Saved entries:
----

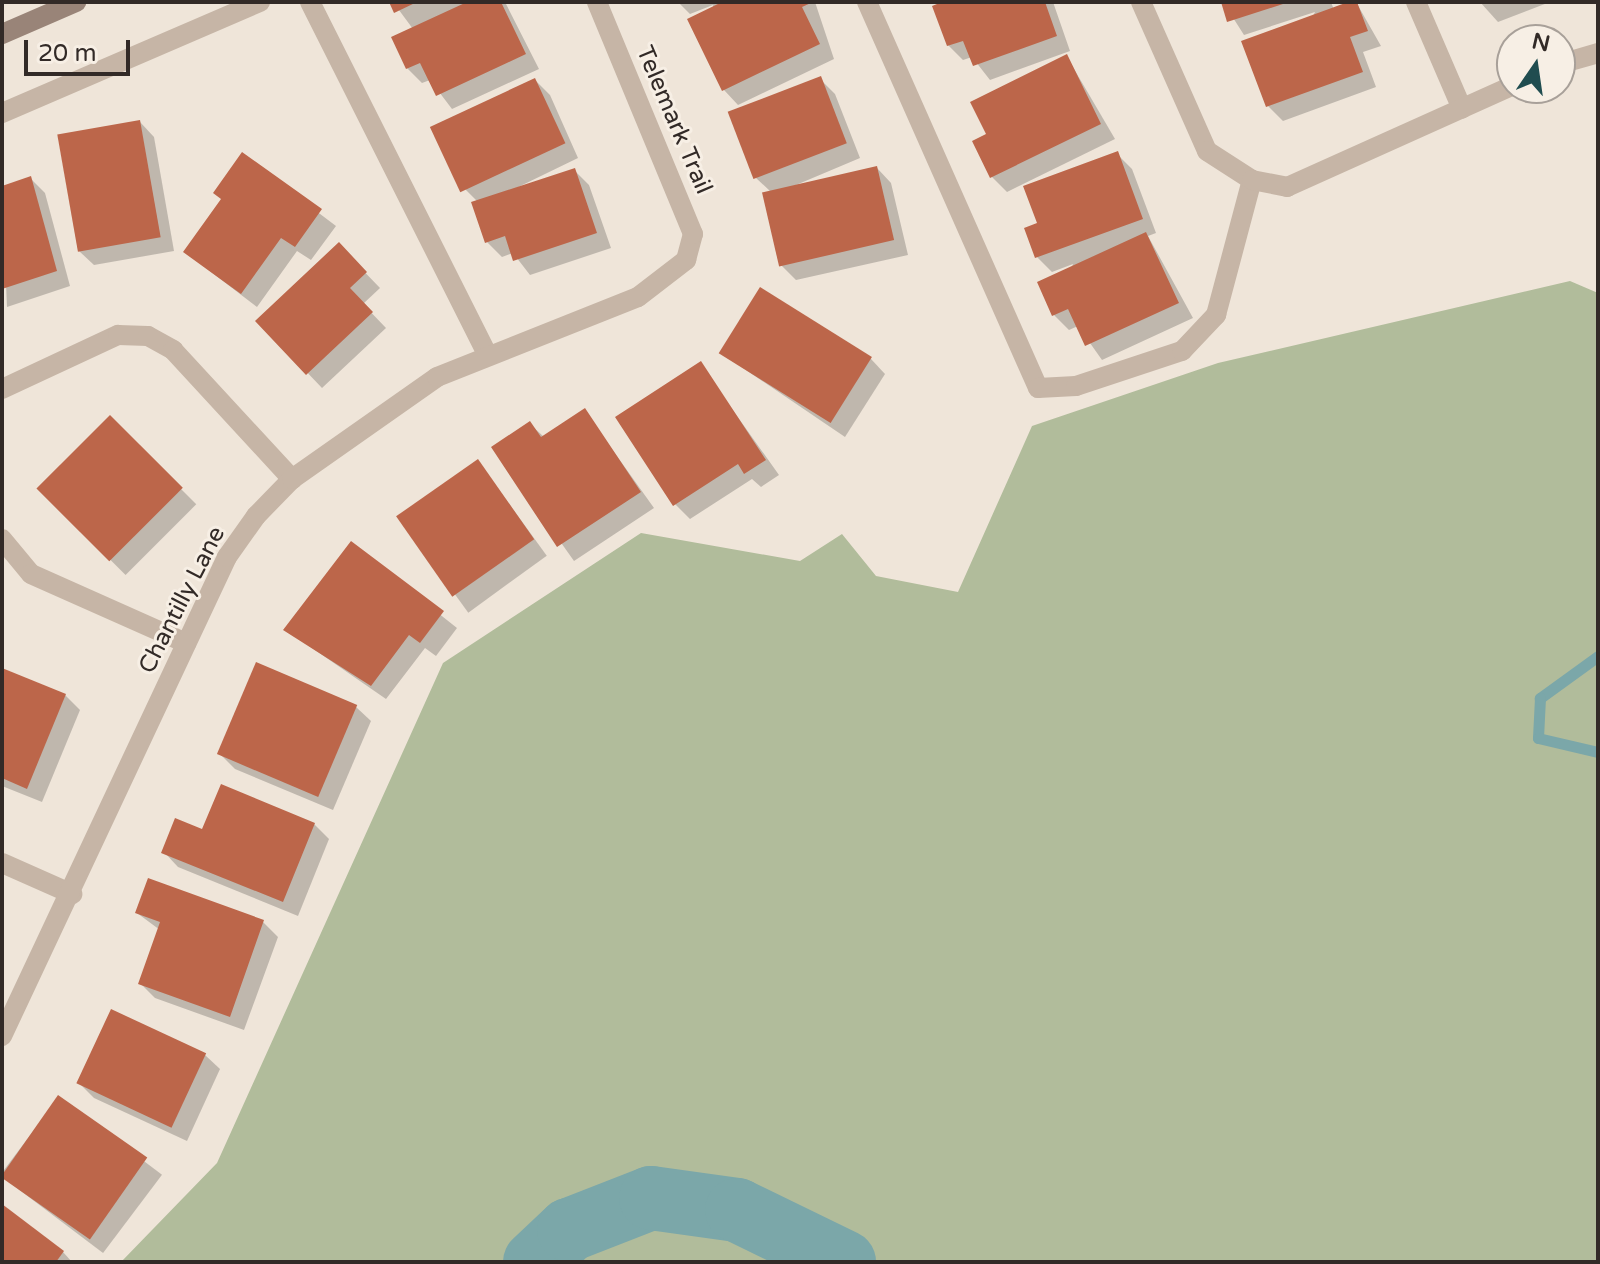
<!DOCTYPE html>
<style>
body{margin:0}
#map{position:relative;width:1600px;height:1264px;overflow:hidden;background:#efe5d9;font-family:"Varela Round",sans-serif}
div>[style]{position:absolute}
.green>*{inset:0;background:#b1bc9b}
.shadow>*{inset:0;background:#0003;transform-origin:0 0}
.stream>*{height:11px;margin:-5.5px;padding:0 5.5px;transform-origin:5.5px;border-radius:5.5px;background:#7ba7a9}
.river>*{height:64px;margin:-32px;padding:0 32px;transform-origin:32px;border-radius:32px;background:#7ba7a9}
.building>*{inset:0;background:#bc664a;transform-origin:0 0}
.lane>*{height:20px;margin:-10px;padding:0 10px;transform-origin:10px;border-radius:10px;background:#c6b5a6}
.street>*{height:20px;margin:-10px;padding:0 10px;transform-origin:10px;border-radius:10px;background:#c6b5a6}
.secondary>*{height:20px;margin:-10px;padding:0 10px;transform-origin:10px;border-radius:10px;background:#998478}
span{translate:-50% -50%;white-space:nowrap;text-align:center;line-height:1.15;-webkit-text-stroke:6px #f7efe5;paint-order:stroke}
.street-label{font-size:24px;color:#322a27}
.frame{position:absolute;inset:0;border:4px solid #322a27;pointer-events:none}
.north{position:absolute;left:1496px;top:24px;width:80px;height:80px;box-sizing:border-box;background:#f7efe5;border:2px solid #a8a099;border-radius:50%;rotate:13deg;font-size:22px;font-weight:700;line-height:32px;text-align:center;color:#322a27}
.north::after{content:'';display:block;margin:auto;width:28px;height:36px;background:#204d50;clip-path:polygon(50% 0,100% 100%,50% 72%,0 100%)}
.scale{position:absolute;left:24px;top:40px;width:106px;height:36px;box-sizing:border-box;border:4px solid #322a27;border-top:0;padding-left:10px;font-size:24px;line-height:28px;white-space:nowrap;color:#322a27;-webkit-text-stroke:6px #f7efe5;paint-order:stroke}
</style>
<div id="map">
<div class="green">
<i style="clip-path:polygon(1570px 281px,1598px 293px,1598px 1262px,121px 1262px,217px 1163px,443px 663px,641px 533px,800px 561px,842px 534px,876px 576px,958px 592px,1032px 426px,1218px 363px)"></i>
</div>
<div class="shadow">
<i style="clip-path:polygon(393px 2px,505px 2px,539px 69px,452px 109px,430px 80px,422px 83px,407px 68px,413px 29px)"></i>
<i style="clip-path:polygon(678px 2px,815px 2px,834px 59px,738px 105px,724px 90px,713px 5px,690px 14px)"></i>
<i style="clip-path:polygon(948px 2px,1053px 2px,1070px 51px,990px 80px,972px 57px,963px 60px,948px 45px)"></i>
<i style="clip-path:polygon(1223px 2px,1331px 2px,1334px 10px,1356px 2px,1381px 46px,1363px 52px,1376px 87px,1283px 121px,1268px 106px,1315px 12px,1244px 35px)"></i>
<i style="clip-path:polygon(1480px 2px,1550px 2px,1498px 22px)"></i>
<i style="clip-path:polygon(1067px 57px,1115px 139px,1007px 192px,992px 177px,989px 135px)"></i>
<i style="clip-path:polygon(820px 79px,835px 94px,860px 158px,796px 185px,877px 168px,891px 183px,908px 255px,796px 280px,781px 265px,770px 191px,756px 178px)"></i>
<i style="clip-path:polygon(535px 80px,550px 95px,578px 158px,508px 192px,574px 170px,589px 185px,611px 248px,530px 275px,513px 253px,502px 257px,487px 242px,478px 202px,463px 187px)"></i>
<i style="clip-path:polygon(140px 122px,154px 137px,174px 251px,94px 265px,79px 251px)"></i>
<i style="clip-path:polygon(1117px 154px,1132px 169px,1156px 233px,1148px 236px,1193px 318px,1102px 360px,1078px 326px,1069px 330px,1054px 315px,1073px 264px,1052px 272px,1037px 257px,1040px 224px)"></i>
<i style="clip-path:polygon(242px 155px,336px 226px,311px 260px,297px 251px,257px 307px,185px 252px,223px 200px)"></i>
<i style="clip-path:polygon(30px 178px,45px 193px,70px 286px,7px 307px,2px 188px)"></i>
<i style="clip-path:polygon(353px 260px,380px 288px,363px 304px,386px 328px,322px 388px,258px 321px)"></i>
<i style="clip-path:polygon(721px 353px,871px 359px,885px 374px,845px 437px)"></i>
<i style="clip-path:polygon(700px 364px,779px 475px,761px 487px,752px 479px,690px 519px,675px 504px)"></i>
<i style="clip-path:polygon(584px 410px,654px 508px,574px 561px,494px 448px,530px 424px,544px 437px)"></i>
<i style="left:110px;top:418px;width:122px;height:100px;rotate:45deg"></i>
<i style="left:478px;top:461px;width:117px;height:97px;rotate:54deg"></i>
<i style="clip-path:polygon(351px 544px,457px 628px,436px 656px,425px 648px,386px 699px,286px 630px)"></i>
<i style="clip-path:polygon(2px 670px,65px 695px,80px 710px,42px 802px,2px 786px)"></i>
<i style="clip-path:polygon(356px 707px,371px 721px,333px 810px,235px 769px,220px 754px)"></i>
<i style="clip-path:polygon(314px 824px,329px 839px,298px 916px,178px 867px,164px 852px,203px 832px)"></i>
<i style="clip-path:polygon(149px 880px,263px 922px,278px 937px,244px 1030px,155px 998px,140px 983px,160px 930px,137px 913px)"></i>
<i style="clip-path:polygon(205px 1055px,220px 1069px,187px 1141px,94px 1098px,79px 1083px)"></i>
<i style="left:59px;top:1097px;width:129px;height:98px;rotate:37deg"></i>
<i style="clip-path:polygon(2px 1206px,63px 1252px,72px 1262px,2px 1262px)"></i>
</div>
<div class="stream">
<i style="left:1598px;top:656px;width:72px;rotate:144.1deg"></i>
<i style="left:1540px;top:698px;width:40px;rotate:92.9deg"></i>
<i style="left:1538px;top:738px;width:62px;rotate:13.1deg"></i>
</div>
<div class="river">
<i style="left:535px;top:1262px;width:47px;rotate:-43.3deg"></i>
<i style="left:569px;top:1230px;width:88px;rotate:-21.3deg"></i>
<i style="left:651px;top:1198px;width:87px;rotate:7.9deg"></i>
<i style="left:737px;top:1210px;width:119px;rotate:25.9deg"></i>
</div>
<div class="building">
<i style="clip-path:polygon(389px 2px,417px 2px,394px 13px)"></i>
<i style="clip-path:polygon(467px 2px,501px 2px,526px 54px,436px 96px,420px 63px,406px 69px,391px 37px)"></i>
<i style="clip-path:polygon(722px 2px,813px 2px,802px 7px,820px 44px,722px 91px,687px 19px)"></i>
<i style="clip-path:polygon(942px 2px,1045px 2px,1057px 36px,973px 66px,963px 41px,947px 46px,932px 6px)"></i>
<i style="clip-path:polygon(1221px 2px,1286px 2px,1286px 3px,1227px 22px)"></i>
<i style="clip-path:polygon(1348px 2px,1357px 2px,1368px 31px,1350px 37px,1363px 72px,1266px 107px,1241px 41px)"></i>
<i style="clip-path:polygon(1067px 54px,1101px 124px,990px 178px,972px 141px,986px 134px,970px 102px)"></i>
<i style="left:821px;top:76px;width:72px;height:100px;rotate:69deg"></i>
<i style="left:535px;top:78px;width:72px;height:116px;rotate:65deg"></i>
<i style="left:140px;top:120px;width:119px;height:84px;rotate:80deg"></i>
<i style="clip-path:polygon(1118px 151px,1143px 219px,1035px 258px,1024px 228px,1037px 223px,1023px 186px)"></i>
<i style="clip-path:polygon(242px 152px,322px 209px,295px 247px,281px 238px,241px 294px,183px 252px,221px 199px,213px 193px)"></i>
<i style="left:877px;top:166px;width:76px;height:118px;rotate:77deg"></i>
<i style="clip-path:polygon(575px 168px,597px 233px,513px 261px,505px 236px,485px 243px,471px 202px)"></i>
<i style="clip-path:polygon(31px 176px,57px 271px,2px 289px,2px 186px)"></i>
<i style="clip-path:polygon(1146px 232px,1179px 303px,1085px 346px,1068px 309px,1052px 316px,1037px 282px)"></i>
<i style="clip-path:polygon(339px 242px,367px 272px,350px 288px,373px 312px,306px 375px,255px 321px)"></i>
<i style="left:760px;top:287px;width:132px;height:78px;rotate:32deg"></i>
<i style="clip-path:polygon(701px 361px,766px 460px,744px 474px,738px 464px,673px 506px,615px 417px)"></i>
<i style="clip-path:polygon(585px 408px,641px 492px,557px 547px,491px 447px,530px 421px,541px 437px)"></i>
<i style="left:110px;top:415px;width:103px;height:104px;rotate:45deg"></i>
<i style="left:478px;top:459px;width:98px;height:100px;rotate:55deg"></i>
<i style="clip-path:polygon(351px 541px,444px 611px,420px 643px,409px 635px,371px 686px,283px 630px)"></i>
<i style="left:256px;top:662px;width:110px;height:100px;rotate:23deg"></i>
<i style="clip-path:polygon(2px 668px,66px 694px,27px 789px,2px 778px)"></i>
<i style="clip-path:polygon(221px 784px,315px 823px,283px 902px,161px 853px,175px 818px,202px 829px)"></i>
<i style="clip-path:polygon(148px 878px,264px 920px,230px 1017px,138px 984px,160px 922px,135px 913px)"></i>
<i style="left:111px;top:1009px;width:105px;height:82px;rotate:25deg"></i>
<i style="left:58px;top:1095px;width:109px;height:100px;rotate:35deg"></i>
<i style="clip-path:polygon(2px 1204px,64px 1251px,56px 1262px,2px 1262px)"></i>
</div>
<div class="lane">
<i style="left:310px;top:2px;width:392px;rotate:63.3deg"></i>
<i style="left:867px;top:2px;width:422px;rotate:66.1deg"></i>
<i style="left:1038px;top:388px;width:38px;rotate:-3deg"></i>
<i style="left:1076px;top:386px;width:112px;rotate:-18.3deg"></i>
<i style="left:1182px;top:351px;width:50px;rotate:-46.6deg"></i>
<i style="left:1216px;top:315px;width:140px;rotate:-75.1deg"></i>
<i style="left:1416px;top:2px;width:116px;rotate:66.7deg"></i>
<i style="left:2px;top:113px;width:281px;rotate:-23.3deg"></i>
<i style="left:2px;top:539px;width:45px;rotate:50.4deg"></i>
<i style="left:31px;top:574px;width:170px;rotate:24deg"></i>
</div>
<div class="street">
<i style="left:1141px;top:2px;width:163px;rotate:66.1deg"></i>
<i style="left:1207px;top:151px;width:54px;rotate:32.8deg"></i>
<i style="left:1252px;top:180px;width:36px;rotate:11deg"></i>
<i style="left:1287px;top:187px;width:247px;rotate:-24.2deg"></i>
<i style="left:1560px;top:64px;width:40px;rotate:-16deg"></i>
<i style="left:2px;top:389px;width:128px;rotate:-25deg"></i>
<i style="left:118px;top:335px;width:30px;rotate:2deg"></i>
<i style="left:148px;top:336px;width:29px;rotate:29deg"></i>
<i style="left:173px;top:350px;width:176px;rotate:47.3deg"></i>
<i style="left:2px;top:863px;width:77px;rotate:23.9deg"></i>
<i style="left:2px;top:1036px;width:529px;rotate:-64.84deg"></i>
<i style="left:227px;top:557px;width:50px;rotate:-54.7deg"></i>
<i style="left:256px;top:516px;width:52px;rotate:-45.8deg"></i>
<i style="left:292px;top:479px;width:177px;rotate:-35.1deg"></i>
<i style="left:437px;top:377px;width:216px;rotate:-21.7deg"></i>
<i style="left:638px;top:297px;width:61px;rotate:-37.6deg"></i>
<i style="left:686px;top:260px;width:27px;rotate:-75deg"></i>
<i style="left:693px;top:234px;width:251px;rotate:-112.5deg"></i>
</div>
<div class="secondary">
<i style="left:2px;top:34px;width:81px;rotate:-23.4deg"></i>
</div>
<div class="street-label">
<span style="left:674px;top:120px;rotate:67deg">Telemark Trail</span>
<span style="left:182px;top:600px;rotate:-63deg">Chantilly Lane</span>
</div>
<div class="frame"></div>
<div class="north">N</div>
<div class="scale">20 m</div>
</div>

----

• [TASK ITEM]: What is needed is every line of the records that contains the word "shadow".

• [FINISHED EXERCISE]:
.shadow>*{inset:0;background:#0003;transform-origin:0 0}
<div class="shadow">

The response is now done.